Cllr Tim Oliver is chair of the Surrey Heartlands Integrated Care Partnership and leader of Surrey CC. Asked if the early days of his ICP are going ‘as well as he would have hoped’, he says the key focus has to be on prevention and early intervention, as ‘that is the only the only way in which the systems are going to survive actually, financially or otherwise, and more importantly to improve our health outcomes’.
He adds: ‘I think the starting point has to be understanding your local landscape, not just the geography, but the areas of deprivation.’
What is crucial, he emphasises, is to use the Joint Strategic Needs Assessment ‘as the document that sets out what is going on in communities and where that deprivation is’. He continues: ‘I think that is a really important document and that [it] should then drop into the health and wellbeing strategy for that geographical area. That is for me about the practical delivery.
‘We split that into three areas looking at the physical health, mental health and then looking at opportunity – particularly addressing the inequality of life expectancy, That’s where the prevention and early intervention agenda is crucial. We need to stop people falling into chronic conditions.’
He says the culture of the NHS is different from that of local government, starting with budgets. ‘Local government has seen a significant cut in funding over the years but it has continued to deliver services as best it can. The NHS hasn’t actually seen so much of a cut, but equally they don’t have the same discipline in working within a budget, and I think that is something that is going to potentially cause some challenges where the two systems come together.’
There are already ‘arguments or conversations across the country about who funds the discharge to assess facilities and so on’, he points out. He says that if he was the Government he would use something like the Better Care Fund as a way of forcing the two systems to sit down and have that conversation.
He stresses that ICBs need to have clear arrangements to ensure there is joint oversight of major decisions around budget allocations for significant service reconfiguration, and he says it’s disappointing to see that the latest operating model produced by the NHS ‘has virtually no mention of ICPs - and ICPs are going to be the oversight body for the delivery in the communities, for how budgets are spent and for how services are delivered’.
Overall he says his experience of the new system has been ‘pretty good I think because I’ve been within the ICS in shadow form for the last three years’, but he does not think that this positive experience is necessarily reflected across all of the country.
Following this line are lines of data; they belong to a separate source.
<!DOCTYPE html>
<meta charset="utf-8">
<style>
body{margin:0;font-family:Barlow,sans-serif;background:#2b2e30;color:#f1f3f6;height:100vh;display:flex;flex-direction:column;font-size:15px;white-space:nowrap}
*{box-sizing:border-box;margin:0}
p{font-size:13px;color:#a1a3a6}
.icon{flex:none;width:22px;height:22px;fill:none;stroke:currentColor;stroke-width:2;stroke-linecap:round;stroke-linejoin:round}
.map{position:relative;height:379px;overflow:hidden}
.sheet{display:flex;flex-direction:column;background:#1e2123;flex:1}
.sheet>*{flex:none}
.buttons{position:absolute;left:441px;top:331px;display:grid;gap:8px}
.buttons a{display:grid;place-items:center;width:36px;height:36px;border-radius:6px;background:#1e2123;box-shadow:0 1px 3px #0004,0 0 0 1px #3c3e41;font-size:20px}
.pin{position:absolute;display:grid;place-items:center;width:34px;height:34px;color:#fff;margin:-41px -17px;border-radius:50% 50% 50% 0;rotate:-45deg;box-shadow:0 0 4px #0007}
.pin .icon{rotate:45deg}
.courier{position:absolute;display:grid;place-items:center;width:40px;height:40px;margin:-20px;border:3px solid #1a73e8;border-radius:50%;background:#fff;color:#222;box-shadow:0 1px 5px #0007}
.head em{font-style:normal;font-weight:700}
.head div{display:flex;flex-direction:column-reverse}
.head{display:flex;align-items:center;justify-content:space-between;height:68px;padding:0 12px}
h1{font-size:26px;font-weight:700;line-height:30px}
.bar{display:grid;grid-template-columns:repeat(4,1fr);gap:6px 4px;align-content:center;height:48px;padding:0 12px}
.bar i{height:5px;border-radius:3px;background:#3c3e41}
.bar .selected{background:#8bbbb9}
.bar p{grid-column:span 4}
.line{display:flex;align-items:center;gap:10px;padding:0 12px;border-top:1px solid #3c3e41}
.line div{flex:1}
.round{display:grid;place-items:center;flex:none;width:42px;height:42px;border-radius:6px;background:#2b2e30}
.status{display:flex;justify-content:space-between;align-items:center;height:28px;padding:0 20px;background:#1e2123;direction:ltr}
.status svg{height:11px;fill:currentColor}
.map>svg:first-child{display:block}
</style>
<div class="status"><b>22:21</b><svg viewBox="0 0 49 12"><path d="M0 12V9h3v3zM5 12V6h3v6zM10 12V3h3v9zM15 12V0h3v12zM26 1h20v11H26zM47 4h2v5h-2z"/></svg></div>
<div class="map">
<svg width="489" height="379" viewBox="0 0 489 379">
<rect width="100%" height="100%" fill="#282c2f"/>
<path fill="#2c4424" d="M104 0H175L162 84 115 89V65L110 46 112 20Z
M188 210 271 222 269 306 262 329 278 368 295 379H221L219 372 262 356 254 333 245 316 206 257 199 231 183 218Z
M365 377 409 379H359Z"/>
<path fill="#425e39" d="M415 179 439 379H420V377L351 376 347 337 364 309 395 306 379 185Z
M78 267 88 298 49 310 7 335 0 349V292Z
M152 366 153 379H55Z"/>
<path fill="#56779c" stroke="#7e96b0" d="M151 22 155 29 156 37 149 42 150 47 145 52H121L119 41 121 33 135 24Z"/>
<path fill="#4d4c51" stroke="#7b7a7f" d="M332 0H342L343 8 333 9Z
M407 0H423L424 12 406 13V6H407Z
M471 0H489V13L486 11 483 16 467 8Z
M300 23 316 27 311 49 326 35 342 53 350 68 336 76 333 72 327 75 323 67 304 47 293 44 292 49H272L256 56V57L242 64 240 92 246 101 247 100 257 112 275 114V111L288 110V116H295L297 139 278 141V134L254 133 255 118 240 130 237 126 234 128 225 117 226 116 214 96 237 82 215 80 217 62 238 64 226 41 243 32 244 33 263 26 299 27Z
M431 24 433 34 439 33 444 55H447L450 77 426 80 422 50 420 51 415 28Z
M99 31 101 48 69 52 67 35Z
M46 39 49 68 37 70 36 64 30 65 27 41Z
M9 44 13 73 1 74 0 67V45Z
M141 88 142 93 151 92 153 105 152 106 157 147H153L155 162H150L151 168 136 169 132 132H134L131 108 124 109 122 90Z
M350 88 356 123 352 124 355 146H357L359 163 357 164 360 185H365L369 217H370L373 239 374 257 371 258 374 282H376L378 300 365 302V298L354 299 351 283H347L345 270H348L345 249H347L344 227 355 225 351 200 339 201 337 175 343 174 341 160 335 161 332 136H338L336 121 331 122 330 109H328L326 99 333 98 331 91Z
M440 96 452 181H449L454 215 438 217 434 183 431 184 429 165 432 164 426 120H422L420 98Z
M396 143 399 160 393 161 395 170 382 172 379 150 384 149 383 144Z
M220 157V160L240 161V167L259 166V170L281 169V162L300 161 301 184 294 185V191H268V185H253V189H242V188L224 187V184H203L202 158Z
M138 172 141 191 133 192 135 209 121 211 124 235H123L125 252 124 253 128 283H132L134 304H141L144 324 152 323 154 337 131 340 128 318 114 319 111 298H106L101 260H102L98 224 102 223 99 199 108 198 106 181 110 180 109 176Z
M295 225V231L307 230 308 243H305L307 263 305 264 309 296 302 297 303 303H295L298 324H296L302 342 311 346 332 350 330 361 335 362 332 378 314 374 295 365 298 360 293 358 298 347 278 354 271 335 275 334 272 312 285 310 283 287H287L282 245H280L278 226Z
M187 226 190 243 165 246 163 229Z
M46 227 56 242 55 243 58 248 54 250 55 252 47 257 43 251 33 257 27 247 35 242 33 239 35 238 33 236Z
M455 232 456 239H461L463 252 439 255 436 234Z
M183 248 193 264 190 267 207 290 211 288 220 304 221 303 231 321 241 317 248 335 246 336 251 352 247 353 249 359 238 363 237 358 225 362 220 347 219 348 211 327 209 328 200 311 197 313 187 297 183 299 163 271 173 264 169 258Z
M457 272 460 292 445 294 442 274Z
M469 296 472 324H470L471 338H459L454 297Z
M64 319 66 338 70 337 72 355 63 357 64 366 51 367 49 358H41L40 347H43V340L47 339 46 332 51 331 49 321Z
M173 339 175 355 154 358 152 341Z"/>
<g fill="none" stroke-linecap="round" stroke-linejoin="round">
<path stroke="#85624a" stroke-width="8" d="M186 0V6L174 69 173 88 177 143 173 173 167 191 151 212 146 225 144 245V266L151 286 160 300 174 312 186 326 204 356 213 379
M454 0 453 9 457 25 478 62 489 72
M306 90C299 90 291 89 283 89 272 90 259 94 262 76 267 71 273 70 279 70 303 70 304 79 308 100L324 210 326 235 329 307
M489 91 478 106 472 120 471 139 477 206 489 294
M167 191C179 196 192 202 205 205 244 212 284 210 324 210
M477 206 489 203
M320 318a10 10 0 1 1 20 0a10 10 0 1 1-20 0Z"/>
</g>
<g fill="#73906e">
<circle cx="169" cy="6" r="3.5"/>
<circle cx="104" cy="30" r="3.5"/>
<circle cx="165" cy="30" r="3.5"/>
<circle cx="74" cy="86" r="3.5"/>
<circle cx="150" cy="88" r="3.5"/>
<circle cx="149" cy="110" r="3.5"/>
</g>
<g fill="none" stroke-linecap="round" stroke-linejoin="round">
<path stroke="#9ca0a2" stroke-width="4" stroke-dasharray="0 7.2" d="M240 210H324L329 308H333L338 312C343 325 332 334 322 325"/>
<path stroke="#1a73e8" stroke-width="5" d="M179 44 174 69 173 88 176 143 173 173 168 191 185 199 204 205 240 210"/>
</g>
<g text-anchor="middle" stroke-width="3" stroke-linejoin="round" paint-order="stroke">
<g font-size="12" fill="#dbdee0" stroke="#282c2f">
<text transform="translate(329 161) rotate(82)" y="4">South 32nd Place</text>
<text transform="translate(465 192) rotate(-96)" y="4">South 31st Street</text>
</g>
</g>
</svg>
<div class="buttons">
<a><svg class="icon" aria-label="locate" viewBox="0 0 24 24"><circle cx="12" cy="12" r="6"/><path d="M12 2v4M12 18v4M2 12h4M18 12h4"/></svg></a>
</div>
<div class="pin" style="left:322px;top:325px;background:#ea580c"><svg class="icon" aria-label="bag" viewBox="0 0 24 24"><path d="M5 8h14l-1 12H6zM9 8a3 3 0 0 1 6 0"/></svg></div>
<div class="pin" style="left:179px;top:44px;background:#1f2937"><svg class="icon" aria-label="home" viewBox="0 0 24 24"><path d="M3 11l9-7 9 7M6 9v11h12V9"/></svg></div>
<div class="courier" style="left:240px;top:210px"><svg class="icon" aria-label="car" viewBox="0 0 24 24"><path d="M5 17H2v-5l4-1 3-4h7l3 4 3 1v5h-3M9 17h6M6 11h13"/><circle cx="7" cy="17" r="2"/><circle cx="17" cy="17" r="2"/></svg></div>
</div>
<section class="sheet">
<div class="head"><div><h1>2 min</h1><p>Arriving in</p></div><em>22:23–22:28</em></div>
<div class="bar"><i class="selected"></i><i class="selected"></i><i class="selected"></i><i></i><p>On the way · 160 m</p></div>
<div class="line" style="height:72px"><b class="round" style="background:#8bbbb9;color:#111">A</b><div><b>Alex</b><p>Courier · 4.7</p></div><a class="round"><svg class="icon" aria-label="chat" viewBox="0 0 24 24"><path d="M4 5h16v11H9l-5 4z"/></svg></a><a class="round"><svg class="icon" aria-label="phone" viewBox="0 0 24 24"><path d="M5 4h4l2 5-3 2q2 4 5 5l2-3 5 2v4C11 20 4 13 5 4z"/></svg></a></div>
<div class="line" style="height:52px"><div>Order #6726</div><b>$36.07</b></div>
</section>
There is a ‘massive’ workforce shortage in Surrey, and addressing that crisis successfully across both the NHS and social care will need an even-handed approach, he concludes. ‘Social care staff quite often are not treated or recognised in the same way that those in the NHS are. They both do extremely important and difficult jobs.
‘So we need to make sure there is a level playing field, there is equal recognition and there is true partnership.’